O presidente internacional de Médicos Sem Fronteiras (MSF), Christos Christou, esteve no Brasil no fim de abril para ver de perto o trabalho de resposta à COVID-19 da organização. Nesta entrevista, ele compartilha suas impressões.
MSF completa 50 anos em 2021 e, ao mesmo tempo, 30 anos do primeiro projeto no Brasil. Que contribuições relevantes de MSF- Brasil você destacaria para a organização?
O Brasil e os brasileiros dão uma contribuição muito importante para fazer de MSF aquilo que somos. É uma satisfação enorme saber que temos cerca de 600 mil pessoas nos apoiando, doando e possibilitando a chegada de ajuda aos que mais precisam. Recebemos do Brasil um suporte muito importante, por meio tanto de doações quanto do engajamento de pessoas. Profissionais saem do Brasil para encontrar quem mais precisa do nosso trabalho, muitas vezes dispostos até a arriscar suas vidas para estar ao lado de pacientes e aliviar seu sofrimento.
Quais são suas impressões sobre o Brasil neste momento?
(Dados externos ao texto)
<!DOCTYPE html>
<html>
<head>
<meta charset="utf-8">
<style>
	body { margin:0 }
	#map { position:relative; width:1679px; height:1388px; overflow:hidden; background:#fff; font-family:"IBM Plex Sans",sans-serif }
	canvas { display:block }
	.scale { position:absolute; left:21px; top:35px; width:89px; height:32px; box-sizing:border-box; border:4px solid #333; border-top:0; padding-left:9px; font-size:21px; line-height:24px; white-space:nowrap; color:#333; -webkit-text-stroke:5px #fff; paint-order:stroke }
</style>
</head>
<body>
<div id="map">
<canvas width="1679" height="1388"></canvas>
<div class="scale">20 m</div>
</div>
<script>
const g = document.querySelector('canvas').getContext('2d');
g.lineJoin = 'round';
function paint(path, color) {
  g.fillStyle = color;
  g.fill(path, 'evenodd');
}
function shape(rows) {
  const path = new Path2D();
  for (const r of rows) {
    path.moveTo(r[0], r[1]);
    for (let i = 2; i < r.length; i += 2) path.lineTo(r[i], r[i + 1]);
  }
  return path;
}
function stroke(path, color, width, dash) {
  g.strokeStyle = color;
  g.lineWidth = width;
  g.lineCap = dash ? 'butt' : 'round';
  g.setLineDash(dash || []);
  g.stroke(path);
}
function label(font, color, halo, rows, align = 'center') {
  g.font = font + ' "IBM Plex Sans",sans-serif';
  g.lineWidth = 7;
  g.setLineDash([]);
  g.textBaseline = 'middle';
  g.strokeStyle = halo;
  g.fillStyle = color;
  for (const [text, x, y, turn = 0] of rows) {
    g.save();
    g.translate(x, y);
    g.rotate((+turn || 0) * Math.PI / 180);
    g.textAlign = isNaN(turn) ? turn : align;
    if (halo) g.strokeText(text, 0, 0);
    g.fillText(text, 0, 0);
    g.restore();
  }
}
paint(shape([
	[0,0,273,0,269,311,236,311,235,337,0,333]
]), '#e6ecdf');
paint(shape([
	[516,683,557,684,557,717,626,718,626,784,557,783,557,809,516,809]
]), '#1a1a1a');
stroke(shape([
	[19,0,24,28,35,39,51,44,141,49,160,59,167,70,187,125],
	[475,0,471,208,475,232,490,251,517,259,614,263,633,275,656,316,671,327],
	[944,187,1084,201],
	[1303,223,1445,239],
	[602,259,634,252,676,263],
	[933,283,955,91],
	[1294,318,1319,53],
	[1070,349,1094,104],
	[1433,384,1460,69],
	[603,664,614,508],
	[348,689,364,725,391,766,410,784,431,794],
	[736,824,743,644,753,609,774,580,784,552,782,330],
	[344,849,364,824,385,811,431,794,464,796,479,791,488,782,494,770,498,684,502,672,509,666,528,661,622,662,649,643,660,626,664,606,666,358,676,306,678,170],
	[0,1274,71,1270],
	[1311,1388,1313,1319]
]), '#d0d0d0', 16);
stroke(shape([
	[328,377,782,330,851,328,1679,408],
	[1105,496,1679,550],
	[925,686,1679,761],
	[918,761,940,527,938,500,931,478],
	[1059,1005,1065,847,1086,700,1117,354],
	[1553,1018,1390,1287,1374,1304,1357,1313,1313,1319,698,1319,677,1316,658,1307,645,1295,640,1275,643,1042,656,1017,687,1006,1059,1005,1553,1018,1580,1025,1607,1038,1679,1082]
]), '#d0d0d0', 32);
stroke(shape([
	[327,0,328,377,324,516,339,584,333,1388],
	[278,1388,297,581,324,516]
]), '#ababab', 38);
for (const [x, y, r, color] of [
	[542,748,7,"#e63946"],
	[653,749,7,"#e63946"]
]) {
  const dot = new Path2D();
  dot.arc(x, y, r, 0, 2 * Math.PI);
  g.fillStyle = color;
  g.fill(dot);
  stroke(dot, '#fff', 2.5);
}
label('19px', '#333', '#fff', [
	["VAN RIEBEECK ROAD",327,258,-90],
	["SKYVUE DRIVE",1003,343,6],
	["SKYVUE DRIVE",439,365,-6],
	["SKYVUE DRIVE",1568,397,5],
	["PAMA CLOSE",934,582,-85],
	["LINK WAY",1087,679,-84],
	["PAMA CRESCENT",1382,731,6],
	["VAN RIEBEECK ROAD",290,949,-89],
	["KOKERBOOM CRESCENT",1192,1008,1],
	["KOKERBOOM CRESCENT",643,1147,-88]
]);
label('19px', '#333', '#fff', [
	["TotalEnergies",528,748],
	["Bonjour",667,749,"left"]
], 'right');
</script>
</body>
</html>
Estou aqui no Brasil visitando os projetos. Já estive em Porto Velho e, agora, em Ji-Paraná. O que vi foi uma situação muito preocupante. Minha impressão é de que as pessoas ainda estão muito confusas em relação a como se cuidar quando se trata da COVID-19. A falta de uma mensagem consistente por parte do governo federal, de uma resposta centralizada e bem–coordenada e também de uma abordagem científica torna a situação ainda mais preocupante.
Hoje, vemos que muitas vezes as pessoas vão aos hospitais e às unidades de saúde já tendo experimentado por conta própria vários medicamentos diferentes, que, sabemos, não são eficazes. Pela minha experiência como médico — e como médico trabalhando com MSF por muitos anos —, eu sei o quão importante é o engajamento com as comunidades.
A batalha contra a COVID-19 não é uma batalha que travamos apenas dentro dos hospitais. Conversamos com enfermeiros, médicos, pessoas da comunidade e pacientes. E o que recebemos deles é apreço e gratidão. Eles acham que estamos aqui ajudando, oferecendo orientações, protocolos, apoio psicológico. Mas, no final das contas, o que damos é esperança para que possam seguir em frente.
A COVID-19 poderá nos deixar lições duradouras?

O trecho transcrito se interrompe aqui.